Intelligence and Security Informatics Data Sets
Data Infrastructure Building Blocks for ISI. A Project of the University of Arizona (NSF #ACI-1443019), Drexel University,
University of Virginia, University of Texas at Dallas, and University of Utah
The AZSecure-data repository currently provides access to Web forums, Internet phishing websites, Twitter data, and other data. Most files are available to download from the "Get Data" buttons above; other files can be requested through the project manager. To request access to restricted data, send email to firstname.lastname@example.org and state which data set you would like to use and the purpose for which it will be used; also provide complete contact information including name, affiliation and mailing address, email, and telephone number.
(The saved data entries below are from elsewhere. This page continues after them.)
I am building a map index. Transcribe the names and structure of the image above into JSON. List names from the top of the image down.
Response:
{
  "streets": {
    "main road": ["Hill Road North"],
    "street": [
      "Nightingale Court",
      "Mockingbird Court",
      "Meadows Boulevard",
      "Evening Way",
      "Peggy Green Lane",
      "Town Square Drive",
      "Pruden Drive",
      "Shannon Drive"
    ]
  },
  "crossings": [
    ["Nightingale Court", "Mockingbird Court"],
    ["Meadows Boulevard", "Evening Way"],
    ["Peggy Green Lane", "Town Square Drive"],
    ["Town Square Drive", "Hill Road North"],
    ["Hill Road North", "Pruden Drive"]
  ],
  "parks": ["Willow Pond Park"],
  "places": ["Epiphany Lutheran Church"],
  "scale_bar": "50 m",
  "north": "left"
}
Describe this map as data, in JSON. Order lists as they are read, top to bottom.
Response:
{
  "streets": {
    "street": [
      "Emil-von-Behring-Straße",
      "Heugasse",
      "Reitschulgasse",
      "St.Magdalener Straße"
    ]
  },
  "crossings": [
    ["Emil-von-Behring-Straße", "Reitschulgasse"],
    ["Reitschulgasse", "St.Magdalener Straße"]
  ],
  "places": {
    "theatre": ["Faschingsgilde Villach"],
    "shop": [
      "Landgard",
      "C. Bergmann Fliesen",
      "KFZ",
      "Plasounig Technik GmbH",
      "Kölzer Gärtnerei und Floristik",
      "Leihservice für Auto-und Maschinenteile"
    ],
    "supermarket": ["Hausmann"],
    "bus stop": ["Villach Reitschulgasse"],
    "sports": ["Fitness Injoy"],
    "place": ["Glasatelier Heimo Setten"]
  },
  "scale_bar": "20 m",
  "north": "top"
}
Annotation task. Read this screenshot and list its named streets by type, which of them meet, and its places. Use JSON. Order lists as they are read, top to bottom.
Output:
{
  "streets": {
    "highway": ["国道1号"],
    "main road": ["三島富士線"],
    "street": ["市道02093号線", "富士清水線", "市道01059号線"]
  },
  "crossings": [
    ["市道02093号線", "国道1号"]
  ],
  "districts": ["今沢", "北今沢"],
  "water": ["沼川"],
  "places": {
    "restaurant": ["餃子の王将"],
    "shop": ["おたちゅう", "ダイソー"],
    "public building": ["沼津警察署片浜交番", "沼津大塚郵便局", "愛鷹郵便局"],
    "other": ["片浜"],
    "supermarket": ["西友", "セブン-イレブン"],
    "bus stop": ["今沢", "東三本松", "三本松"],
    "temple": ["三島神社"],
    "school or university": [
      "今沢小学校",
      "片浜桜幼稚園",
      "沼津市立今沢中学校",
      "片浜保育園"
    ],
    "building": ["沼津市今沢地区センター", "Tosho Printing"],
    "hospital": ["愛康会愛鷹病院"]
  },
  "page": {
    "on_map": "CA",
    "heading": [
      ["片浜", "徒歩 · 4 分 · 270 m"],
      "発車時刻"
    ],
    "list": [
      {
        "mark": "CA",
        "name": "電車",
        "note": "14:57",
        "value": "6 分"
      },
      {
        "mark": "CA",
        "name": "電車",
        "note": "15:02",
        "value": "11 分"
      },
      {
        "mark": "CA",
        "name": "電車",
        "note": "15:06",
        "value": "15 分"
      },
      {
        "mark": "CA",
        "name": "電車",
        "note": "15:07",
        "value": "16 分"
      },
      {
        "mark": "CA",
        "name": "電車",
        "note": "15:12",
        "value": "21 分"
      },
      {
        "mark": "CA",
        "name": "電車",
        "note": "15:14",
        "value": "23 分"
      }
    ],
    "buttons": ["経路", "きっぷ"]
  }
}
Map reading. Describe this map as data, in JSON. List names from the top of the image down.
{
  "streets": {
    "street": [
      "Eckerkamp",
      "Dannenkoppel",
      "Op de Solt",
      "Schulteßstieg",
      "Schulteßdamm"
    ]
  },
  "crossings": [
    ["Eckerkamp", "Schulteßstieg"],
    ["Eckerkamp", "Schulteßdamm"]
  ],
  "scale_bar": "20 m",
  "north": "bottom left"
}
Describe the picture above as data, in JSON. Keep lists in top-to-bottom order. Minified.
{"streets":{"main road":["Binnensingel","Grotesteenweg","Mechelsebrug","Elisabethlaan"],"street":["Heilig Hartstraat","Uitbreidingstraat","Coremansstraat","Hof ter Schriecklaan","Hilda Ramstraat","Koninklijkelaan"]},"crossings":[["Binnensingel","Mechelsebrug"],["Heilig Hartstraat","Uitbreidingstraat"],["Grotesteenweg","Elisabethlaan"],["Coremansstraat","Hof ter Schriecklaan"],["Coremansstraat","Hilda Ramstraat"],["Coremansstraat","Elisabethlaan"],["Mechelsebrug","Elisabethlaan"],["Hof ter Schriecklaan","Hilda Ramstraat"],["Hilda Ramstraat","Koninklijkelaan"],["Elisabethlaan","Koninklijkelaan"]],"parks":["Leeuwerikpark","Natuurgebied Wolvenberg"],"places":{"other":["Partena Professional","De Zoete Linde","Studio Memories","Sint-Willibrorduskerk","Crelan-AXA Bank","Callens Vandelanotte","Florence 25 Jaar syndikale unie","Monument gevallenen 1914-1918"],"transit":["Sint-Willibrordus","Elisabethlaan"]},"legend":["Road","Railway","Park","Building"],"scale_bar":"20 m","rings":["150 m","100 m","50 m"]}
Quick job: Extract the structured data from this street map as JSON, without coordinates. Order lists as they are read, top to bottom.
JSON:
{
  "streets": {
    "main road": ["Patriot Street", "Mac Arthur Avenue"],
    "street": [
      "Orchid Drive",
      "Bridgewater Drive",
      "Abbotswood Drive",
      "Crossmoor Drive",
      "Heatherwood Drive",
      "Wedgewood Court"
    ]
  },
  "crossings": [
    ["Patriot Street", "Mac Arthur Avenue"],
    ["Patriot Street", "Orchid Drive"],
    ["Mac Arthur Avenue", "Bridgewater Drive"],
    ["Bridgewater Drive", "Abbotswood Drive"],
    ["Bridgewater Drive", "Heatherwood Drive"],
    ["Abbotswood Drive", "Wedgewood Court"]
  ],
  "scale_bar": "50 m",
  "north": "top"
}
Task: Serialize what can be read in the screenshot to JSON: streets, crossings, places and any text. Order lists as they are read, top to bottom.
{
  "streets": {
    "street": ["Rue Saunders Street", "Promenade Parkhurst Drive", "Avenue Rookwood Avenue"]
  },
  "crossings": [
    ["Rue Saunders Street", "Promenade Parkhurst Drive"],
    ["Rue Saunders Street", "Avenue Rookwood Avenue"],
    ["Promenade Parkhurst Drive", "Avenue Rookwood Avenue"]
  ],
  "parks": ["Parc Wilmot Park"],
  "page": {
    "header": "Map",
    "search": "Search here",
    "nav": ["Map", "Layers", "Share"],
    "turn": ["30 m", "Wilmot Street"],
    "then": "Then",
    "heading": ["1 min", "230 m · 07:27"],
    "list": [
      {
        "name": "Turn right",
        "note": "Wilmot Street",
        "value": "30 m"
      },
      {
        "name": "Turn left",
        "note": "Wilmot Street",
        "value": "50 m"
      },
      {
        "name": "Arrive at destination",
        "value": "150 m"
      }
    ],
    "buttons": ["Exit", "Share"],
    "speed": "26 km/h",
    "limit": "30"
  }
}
The Dark Web forums were collected up through 2012 by the Artificial Intelligence Lab to support its Dark Web project on the study of international Jihadi social media. Dark Web Forums are in English, Arabic, French, German, and Russian. GeoWeb general interest forums were also collected for the AI Lab's GeoPolitical Web project on assessing country risk. GeoWeb forums are in English, Arabic, Indonesian, Pashto, and Urdu, and are from Afghanistan, Algeria, Egypt, Indonesia, Iraq, Jordan, Lebanon, Morocco, Pakistan, Saudia Arabia, Somalia, Tunisia, and Yemen. The collection presently includes over 21M postings written by hundreds of thousands of forum members. Other forums have been provided through the generous donations of authors (see the Honor Roll page. Additional information about each forum is provided on the forum page and in the README files accompanying each data set. Forums are generally provided as individually downloadable compressed text files which may then be opened in any CSV-compatible text processing program. Sizes are approximate. To download, click on the name of the forum and choose to open or save the file when prompted by your browser. ALL FILES PROVIDED "AS IS."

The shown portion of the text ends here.